The False Apocalypse: From Stalinism to Capitalism
Published by Istros Books
This unique and disturbing work concerns the events of 1997, a tragic year in the history of post-communist Albania. After the world’s most isolated country emerged from Stalinist dictatorship and opened to capitalism, many people fell prey to fraudsters who invited them to invest in so-called ‘pyramid schemes’. At the start of 1997, these pyramids crumbled one after another causing wide-spead demonstrations and protests. The conflict became increasingly violent, leading to the collapse of the state and of the country’s institutions. Prisons were opened, crowds stormed arms depots, and the country was abandoned to anarchy and gang rule.
Lubonja has chosen to tell this incredible story through a narrative technique that operates on two levels: a third-person narrator, who describes the large-scale events that made international headlines, and the narrative of Fatos Qorri, the author’s alter ego, who describes his own dramatic experiences in a personal diary. The book begins with the synopsis of a novel entitled “The Sugar Boat” that Fatos Qorri intends to write about the spread of a small pyramid scheme luring people to invest supposedly in a sugar business.
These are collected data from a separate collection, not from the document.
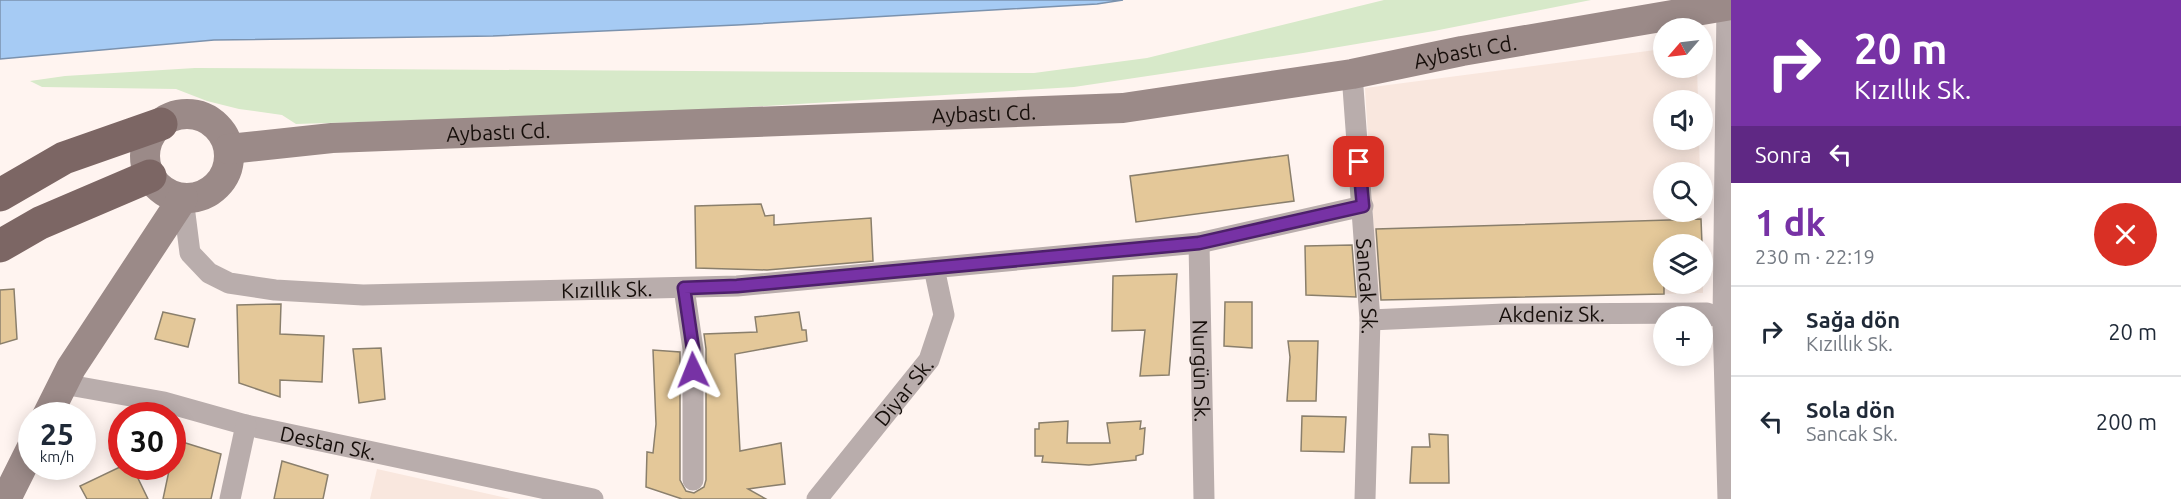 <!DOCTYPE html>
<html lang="tr">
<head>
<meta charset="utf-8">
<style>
  body { margin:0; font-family:Ubuntu,sans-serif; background:#f2f2f3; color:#1f2937; height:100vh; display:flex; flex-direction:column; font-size:22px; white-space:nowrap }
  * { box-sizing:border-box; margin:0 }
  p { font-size:20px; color:#747a83 }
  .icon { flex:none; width:33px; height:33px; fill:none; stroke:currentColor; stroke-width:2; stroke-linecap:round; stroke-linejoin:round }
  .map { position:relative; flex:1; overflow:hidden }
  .drawer { display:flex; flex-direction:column; background:#fff; width:450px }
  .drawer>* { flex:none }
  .guide { background:#7732a5; color:#fff; overflow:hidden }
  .needle { width:39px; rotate:242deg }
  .fabs { position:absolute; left:1653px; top:18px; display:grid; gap:12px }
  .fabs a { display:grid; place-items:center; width:60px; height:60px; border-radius:50%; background:#fff; box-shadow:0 3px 15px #0003; font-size:30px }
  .speed { position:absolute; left:18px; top:402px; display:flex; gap:12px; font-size:30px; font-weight:700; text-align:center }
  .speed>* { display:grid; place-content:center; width:78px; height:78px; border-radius:50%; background:#fff; box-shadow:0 3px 15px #0003; line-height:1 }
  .speed small { font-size:15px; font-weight:400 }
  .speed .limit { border:9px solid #d22; background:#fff; color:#111 }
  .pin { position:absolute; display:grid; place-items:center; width:51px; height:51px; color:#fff; margin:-26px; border-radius:12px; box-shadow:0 3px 9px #0006 }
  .me { position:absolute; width:66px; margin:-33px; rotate:358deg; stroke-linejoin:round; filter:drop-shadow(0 0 4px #0008) }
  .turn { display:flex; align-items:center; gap:21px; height:126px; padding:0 24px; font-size:27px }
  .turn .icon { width:78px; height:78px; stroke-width:2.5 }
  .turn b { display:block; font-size:42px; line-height:51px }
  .then { display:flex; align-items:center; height:57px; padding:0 24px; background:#0003; gap:12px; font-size:22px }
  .round { display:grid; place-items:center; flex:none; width:63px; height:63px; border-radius:32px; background:#f2f2f3 }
  .summary { display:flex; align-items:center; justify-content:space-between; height:102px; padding:0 24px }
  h1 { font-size:36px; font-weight:600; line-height:45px; color:#7732a5 }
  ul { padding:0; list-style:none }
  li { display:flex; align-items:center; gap:18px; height:90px; padding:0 24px; border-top:2px solid #e0e1e3 }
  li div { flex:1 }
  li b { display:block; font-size:22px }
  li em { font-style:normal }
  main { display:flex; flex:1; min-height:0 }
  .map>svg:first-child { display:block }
</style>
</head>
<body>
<main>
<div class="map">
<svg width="1731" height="499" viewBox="0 0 1731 499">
  <rect width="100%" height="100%" fill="#fff4f0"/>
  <g fill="#f9e7de">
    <path d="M 1663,49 L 1664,68 L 1697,68 L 1698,100 L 1664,100 L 1664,140 L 1699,140 L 1700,172 L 1664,172 L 1664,212 L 1701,212 L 1702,244 L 1664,244 L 1664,284 L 1703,282 L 1703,293 L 1378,300 L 1365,88 Z"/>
    <path d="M 377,469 L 511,499 L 370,499 Z"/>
  </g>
  <path fill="#d7e9c9" d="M 1384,0 L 1591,0 L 1434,31 L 1303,53 L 1074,87 L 651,113 L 296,124 L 282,115 L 239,109 L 207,101 L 176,89 L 42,87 L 30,81 L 65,76 L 195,68 L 1034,73 L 1147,58 Z"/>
  <path fill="#a6cbf4" stroke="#7b92ae" stroke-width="1.5" d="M 0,0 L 1123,0 L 1097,4 L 737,25 L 493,36 L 214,40 L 0,59 Z"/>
  <g fill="#e4c899" stroke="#8a7f6c" stroke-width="1.5">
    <path d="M 1288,155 L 1294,201 L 1136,222 L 1130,176 Z"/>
    <path d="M 761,204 L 765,216 L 774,215 L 774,225 L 871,218 L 873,261 L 767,270 L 696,268 L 695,206 Z"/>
    <path d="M 1701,219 L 1702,244 L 1664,244 L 1664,294 L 1381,300 L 1376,229 Z"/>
    <path d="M 1352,245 L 1356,297 L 1306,295 L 1305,246 Z"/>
    <path d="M 1177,274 L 1169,375 L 1140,376 L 1145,330 L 1112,331 L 1113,276 Z"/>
    <path d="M 14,289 L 17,339 L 0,344 L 0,290 Z"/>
    <path d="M 1225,302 L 1252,302 L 1252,348 L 1224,346 Z"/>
    <path d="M 281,304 L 280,334 L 324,336 L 322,382 L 280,380 L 280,397 L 239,383 L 237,305 Z"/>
    <path d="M 163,312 L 195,319 L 188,347 L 155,339 Z"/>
    <path d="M 799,312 L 802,330 L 806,330 L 807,341 L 735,354 L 740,451 L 781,443 L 785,484 L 748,489 L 766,499 L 682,499 L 646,487 L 647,452 L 653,453 L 656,424 L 653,350 L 680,352 L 680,480 L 686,491 L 694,493 L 704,487 L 706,480 L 706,349 L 704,334 L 757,332 L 755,317 Z"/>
    <path d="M 1288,341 L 1318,341 L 1316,401 L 1287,401 L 1290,357 Z"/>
    <path d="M 381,348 L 385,399 L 359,403 L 353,349 Z"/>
    <path d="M 1302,416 L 1346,417 L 1344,452 L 1301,451 Z"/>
    <path d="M 1068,421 L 1067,443 L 1110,443 L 1107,423 L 1141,421 L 1140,429 L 1145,428 L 1143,454 L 1136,456 L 1136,460 L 1089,465 L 1042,462 L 1043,456 L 1035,456 L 1035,429 L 1039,429 L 1039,423 Z"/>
    <path d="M 1429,434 L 1448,435 L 1449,483 L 1410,483 L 1412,447 L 1430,447 Z"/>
    <path d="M 176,440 L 221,454 L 211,499 L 163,499 L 170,466 L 172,466 Z"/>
    <path d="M 282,461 L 328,475 L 323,499 L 274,499 Z"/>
    <path d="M 122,466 L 132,466 L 148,499 L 87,499 L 80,486 Z"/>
  </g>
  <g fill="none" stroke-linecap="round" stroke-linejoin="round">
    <g stroke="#b9adac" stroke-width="21">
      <path d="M 1727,6 L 1723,319 L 1728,499"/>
      <path id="s1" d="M 1352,74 L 1370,320 L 1365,499"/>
      <path id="s2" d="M 183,198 L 190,253 L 209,273 L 229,283 L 275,290 L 363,295 L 737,286 L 1199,243 L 1363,206"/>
      <path id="s3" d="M 1199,243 L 1204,499"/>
      <path d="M 684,288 L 693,349 L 693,480"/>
      <path id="s4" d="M 1370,320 L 1504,314 L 1707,313 L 1723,319 L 1731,319"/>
      <path id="s5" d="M 63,384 L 164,402 L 246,425 L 593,499"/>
      <path d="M 230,499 L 246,425"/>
      <path id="s6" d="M 817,499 L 929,360 L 944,315 L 934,268"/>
    </g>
    <g stroke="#9b8a88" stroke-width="30">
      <circle cx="187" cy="156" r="42"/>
      <path id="s7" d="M 229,149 L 332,138 L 1123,108 L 1352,74 L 1462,51 L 1731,5"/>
      <path d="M 47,416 L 71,368 L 183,198"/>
      <path d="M 6,499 L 32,447"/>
    </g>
    <g stroke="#7c6664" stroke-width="33">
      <path d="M 0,195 L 64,158 L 161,124"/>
      <path d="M 0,246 L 40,223 L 150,176"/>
    </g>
  </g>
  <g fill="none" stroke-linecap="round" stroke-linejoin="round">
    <defs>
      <path id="route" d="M 693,370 L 693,349 L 684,288 L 737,286 L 1199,243 L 1363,206 L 1359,162"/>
    </defs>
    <use href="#route" stroke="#4d206b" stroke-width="15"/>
    <use href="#route" stroke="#7732a5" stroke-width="10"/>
  </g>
  <g text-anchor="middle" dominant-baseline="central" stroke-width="5" stroke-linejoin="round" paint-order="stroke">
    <g font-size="21" fill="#160e0a" stroke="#fff">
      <text stroke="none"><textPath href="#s7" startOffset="1242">Aybastı Cd.</textPath></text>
      <text stroke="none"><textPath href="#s7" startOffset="756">Aybastı Cd.</textPath></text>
      <text stroke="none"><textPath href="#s7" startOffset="270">Aybastı Cd.</textPath></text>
      <text stroke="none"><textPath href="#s1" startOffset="213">Sancak Sk.</textPath></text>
      <text stroke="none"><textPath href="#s2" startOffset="484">Kızıllık Sk.</textPath></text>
      <text stroke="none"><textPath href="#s4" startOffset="182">Akdeniz Sk.</textPath></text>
      <text stroke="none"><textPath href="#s3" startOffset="128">Nurgün Sk.</textPath></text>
      <text stroke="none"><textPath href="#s6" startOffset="138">Diyar Sk.</textPath></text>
      <text stroke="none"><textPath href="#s5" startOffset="272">Destan Sk.</textPath></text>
    </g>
  </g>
</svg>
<div class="fabs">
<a><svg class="needle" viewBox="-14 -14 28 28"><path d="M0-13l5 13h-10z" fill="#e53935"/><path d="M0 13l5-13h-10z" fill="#747a83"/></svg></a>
<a><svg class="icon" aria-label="sound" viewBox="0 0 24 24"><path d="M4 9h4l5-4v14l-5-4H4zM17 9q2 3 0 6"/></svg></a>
<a><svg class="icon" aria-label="search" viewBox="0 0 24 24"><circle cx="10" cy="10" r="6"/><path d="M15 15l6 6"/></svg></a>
<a><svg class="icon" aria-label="layers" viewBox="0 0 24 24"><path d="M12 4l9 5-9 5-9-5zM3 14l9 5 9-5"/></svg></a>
<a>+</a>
</div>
<div class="speed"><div>25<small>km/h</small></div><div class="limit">30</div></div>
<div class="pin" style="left:1359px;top:162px;background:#d93025"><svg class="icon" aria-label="arrive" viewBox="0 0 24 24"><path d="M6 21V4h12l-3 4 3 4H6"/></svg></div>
<svg class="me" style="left:693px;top:370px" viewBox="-20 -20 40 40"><path d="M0-17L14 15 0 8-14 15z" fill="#7732a5" stroke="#fff" stroke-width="4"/></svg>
</div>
<section class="drawer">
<div class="guide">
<div class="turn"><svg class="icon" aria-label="right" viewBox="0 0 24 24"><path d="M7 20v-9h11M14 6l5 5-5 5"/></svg><div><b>20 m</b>Kızıllık Sk.</div></div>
<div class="then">Sonra<svg class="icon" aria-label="left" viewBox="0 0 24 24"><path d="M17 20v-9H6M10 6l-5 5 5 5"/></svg></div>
</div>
<div class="summary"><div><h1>1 dk</h1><p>230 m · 22:19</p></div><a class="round" style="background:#d93025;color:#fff"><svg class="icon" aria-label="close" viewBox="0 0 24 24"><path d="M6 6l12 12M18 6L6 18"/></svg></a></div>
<ul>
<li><svg class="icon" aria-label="right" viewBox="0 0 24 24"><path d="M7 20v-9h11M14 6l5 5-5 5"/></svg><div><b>Sağa dön</b><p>Kızıllık Sk.</p></div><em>20 m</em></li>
<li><svg class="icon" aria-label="left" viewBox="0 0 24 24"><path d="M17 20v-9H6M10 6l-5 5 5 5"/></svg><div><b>Sola dön</b><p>Sancak Sk.</p></div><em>200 m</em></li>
</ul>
</section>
</main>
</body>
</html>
However, as the major pyramids collapse, real events overtake anything he has imagined and Fatos Qorri finds himself in the midst of a real-life tragedy.
Fatos Lubonja is a writer and editor of the quarterly journal Përpjekja [Endeavor], representative of the Forum for Democracy, and a leading figure in Albania's political life. At twenty-three, Lubonja was sentenced to seven years imprisonment for "agitation and propaganda" after police found his diaries, which contained criticisms of Hoxha. He was re-sentenced without trail and spent a total of 17 years in prison, much of it in solitary confinement, and was released in 1991.
John Hodgson was born in England and studied English at Cambridge and Newcastle. He has taught at the universities of Prishtina and Tirana and is the translator of Ismail Kadare's Three-Arched Bridge. He has written about Albania, Kosova, the British Balkan traveller Edith Durham, and the novelist John Cowper Powys. He now works as an Albanian-English translator and interpreter.